TRY IT:
Your answer should hold every line of the records below that contains the string "Primary".

TASK INPUT:

• • •

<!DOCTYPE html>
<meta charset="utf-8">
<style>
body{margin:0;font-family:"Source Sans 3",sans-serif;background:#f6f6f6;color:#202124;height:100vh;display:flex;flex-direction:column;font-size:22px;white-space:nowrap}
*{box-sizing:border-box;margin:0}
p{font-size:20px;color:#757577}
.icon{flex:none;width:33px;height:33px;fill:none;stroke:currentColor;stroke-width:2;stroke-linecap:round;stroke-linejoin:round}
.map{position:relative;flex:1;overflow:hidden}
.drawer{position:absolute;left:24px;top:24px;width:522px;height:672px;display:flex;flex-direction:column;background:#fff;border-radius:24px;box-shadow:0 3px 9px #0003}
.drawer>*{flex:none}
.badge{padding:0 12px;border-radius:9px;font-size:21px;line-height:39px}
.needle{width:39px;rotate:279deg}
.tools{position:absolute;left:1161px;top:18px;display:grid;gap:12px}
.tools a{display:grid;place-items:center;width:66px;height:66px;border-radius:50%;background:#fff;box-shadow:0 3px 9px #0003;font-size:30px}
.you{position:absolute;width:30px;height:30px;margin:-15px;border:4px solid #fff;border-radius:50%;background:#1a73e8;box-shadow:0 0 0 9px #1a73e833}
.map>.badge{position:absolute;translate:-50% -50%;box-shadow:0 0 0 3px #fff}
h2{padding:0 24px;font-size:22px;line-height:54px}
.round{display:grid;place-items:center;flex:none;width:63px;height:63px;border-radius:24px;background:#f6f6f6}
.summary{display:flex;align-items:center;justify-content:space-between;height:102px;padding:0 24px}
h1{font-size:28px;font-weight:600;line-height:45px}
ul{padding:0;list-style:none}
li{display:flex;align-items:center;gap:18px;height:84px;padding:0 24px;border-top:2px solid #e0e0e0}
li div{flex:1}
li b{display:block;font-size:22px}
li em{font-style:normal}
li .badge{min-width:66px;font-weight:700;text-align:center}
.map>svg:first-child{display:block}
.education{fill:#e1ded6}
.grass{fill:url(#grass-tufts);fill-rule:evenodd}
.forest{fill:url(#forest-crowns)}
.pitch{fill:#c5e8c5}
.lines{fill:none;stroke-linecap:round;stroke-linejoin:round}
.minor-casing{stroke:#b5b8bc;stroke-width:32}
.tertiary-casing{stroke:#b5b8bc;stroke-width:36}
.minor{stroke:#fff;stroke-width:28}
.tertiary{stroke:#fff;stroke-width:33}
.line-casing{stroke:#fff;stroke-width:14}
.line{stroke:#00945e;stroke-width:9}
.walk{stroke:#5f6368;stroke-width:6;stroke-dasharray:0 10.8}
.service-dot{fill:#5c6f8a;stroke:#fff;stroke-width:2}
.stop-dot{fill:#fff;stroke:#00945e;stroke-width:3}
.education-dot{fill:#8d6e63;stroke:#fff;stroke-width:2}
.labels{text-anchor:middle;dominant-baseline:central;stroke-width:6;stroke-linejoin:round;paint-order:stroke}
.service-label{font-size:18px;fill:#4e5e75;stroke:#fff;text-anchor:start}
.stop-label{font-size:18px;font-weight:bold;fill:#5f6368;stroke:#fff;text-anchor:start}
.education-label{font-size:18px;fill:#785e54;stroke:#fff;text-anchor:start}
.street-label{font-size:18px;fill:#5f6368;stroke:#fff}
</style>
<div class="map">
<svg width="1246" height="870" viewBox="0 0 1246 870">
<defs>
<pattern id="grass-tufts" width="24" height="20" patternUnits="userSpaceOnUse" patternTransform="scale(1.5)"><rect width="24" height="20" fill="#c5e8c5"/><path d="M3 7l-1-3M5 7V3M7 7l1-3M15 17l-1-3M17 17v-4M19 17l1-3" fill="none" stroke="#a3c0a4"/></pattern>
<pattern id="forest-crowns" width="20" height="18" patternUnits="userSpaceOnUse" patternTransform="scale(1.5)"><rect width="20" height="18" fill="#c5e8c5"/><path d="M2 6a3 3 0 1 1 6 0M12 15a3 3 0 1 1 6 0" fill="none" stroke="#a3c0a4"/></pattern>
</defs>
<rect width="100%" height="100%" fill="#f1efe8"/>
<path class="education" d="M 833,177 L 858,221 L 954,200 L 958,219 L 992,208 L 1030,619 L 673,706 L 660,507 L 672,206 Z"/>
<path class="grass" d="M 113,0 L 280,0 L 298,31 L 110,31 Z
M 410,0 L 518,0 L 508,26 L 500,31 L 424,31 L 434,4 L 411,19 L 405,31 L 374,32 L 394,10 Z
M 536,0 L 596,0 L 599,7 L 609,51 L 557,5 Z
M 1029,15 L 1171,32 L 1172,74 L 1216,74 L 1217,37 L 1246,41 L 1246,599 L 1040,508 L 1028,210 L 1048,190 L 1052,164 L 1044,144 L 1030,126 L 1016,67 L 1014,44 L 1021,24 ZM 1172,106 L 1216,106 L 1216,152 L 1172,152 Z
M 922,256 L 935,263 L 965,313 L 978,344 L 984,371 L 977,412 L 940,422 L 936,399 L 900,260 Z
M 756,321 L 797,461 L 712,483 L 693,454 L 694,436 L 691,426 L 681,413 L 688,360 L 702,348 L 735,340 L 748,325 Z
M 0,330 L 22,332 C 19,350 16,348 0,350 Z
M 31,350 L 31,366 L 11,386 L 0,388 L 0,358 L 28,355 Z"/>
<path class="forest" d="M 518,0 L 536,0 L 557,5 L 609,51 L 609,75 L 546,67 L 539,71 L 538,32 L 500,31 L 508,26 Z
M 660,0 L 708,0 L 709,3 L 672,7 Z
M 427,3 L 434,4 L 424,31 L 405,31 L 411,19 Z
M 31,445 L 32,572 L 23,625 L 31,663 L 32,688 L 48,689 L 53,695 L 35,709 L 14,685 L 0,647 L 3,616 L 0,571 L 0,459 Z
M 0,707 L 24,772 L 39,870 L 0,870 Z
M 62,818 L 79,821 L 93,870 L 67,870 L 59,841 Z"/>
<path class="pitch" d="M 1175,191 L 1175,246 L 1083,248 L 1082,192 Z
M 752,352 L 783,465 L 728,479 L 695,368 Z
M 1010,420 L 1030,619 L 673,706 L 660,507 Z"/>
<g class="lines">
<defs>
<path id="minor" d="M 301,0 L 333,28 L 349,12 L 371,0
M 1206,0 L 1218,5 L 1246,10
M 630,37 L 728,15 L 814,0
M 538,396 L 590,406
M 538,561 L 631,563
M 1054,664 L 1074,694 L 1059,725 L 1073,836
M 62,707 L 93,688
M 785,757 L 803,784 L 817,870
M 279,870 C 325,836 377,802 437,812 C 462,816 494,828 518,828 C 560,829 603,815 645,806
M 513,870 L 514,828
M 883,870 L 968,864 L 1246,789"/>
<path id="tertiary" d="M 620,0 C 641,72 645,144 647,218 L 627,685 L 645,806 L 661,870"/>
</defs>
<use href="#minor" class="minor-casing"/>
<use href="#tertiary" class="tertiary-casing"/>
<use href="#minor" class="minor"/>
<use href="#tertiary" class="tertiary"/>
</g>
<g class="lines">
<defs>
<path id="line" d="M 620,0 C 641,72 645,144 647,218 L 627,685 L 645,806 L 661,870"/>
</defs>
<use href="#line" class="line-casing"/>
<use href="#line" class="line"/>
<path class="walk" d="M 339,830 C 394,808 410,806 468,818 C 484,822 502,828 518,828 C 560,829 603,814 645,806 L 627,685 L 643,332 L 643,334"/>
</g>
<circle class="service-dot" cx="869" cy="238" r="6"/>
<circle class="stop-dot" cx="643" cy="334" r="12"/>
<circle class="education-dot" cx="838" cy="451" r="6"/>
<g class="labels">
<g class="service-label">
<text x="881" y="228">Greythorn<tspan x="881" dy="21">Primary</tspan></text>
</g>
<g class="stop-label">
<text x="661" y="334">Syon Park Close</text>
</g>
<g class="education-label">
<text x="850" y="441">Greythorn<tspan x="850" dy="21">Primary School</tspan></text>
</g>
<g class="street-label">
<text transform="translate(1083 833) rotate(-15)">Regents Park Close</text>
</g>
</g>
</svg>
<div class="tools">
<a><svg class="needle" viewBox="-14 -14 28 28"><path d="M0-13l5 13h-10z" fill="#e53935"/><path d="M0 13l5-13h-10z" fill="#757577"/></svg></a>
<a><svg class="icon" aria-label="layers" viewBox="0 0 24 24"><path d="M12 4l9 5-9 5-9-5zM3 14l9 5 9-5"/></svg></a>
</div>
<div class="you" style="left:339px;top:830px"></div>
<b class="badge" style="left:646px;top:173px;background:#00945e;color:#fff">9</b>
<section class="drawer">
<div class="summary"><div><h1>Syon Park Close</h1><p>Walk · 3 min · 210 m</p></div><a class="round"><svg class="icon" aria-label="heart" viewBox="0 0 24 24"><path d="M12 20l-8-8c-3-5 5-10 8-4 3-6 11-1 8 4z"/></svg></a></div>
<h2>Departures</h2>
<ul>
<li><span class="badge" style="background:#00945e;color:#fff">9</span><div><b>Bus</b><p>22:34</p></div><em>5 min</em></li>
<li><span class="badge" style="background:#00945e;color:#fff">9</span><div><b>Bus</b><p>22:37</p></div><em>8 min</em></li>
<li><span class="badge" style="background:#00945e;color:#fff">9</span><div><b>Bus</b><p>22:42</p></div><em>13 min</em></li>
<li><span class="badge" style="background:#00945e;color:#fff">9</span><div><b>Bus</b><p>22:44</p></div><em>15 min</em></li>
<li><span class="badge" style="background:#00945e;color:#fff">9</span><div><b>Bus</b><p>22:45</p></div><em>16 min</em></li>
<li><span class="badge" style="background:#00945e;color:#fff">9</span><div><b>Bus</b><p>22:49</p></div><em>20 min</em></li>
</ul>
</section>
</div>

• • •

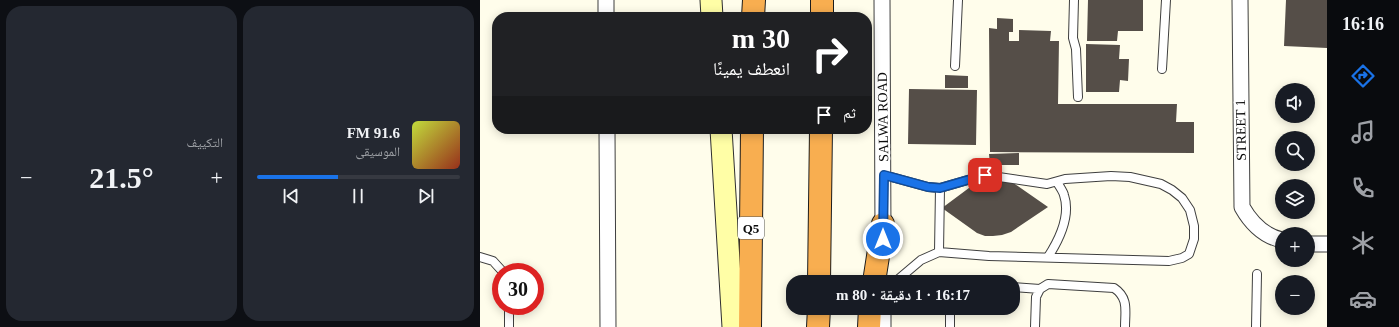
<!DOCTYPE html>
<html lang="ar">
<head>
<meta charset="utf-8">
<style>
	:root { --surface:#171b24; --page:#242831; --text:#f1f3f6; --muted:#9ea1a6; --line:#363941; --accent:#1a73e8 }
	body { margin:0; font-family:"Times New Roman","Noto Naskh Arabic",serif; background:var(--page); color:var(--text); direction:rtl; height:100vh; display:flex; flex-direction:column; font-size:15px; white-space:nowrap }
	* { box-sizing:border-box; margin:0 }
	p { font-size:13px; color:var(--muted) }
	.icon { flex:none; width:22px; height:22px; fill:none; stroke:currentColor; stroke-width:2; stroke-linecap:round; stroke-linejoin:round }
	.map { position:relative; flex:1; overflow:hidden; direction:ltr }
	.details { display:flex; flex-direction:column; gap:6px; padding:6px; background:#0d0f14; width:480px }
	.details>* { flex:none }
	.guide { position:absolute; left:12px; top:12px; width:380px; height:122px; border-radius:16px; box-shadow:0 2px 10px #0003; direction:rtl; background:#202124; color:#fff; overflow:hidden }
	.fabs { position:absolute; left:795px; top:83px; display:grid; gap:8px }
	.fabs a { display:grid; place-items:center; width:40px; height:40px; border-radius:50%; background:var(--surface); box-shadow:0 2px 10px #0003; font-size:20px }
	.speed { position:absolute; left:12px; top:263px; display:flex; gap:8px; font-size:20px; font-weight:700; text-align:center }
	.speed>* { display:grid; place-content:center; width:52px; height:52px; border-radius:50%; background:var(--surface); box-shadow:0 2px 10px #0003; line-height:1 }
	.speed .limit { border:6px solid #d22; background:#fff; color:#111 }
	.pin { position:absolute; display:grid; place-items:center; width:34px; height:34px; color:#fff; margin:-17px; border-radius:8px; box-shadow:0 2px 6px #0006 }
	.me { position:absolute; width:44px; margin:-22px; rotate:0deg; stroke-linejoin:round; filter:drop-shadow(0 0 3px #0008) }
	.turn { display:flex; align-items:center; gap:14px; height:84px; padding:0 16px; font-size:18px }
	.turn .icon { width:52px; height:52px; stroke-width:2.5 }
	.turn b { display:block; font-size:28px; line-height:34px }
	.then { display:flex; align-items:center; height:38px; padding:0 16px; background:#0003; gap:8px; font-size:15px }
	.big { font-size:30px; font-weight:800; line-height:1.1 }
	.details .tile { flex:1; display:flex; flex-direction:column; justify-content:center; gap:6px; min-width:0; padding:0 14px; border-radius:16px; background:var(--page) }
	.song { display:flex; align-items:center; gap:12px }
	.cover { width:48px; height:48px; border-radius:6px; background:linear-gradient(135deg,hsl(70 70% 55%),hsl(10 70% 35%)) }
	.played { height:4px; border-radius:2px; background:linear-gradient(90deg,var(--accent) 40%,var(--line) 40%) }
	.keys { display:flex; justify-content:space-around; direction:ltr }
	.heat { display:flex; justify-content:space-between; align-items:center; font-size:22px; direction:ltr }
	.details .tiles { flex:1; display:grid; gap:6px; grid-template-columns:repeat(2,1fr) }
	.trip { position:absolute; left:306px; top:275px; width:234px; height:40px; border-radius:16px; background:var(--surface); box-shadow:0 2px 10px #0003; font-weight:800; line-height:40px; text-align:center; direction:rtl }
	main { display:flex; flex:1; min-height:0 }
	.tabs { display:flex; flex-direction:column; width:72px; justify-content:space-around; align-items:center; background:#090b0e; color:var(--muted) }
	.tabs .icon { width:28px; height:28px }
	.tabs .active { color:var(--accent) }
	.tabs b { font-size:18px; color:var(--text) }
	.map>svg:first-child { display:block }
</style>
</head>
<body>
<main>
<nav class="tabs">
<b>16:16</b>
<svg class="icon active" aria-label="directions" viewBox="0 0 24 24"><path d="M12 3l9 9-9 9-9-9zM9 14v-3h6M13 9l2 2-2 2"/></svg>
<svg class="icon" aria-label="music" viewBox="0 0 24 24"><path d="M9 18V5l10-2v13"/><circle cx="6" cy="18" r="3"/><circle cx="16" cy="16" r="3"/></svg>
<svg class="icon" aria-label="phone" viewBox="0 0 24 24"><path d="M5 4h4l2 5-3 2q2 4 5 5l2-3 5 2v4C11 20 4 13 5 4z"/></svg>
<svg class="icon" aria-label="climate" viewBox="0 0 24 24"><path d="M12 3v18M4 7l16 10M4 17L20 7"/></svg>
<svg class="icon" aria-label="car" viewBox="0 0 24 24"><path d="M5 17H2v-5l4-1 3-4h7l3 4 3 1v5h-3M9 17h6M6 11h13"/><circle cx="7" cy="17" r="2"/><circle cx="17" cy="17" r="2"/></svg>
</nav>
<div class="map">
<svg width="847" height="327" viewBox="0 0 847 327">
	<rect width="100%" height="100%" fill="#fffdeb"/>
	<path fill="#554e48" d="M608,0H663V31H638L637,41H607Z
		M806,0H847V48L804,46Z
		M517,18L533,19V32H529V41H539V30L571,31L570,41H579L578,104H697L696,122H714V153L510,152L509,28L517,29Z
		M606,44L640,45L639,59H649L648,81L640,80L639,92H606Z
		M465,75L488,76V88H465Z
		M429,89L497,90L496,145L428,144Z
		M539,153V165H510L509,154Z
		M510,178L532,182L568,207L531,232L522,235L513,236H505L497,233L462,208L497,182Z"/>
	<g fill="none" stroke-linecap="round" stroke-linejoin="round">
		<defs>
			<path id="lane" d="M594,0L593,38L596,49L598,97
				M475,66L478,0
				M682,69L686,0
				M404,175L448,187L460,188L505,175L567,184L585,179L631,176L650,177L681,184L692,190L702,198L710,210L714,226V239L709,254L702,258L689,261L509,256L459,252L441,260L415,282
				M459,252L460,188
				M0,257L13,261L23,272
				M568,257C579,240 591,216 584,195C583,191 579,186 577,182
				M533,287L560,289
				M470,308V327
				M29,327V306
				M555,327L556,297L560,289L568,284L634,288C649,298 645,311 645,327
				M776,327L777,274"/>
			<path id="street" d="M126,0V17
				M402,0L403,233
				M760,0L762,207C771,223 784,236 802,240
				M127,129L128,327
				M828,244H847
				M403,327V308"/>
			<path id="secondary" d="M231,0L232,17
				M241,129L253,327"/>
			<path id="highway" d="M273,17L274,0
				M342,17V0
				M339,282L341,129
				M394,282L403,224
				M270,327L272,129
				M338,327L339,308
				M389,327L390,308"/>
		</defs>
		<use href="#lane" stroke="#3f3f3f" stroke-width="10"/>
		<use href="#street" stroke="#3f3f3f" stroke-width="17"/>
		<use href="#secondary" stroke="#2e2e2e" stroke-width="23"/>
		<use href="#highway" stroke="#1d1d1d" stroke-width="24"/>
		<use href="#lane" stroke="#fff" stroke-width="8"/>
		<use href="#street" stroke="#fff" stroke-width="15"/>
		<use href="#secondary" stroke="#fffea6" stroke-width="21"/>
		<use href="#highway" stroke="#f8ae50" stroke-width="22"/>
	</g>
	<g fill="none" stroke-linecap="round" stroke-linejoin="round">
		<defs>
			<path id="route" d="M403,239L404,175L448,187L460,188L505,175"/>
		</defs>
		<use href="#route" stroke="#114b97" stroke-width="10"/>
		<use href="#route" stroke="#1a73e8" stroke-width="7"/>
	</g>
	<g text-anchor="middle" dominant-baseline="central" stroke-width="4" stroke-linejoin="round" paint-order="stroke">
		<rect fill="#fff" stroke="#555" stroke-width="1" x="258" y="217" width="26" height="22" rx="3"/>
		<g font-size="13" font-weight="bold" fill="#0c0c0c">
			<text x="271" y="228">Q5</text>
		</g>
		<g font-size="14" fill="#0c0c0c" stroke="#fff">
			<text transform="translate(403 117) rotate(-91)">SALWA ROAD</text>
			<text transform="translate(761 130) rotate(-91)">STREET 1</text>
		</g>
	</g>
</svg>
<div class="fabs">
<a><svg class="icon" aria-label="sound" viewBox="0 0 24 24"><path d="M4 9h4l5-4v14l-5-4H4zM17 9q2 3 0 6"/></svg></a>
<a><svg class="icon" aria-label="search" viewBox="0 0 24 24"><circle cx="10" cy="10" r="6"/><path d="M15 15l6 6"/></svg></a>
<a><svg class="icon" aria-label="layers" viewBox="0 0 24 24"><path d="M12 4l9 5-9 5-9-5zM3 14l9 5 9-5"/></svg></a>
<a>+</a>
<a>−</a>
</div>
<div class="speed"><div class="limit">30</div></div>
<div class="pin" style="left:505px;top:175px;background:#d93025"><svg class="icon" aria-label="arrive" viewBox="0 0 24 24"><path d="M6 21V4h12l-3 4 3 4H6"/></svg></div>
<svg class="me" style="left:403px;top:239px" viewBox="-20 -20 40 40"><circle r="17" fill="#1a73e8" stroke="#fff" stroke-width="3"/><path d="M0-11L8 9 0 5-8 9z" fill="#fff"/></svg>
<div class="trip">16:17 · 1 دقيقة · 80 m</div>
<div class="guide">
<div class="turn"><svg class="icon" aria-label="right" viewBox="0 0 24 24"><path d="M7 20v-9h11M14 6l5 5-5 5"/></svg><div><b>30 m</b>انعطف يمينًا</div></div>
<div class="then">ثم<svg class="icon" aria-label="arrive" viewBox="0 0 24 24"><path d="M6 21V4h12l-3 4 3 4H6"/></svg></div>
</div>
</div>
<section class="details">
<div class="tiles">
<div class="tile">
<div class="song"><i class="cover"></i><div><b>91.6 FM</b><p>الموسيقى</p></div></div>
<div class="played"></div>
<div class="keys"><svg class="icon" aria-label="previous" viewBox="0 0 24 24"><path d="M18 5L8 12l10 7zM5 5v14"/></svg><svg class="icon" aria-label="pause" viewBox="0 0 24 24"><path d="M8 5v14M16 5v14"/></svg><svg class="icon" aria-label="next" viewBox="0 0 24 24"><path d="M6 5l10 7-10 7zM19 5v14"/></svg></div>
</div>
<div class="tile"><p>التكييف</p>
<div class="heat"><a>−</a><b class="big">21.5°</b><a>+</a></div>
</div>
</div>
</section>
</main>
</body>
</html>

• • •

RESPONSE BELOW:
<text x="881" y="228">Greythorn<tspan x="881" dy="21">Primary</tspan></text>
<text x="850" y="441">Greythorn<tspan x="850" dy="21">Primary School</tspan></text>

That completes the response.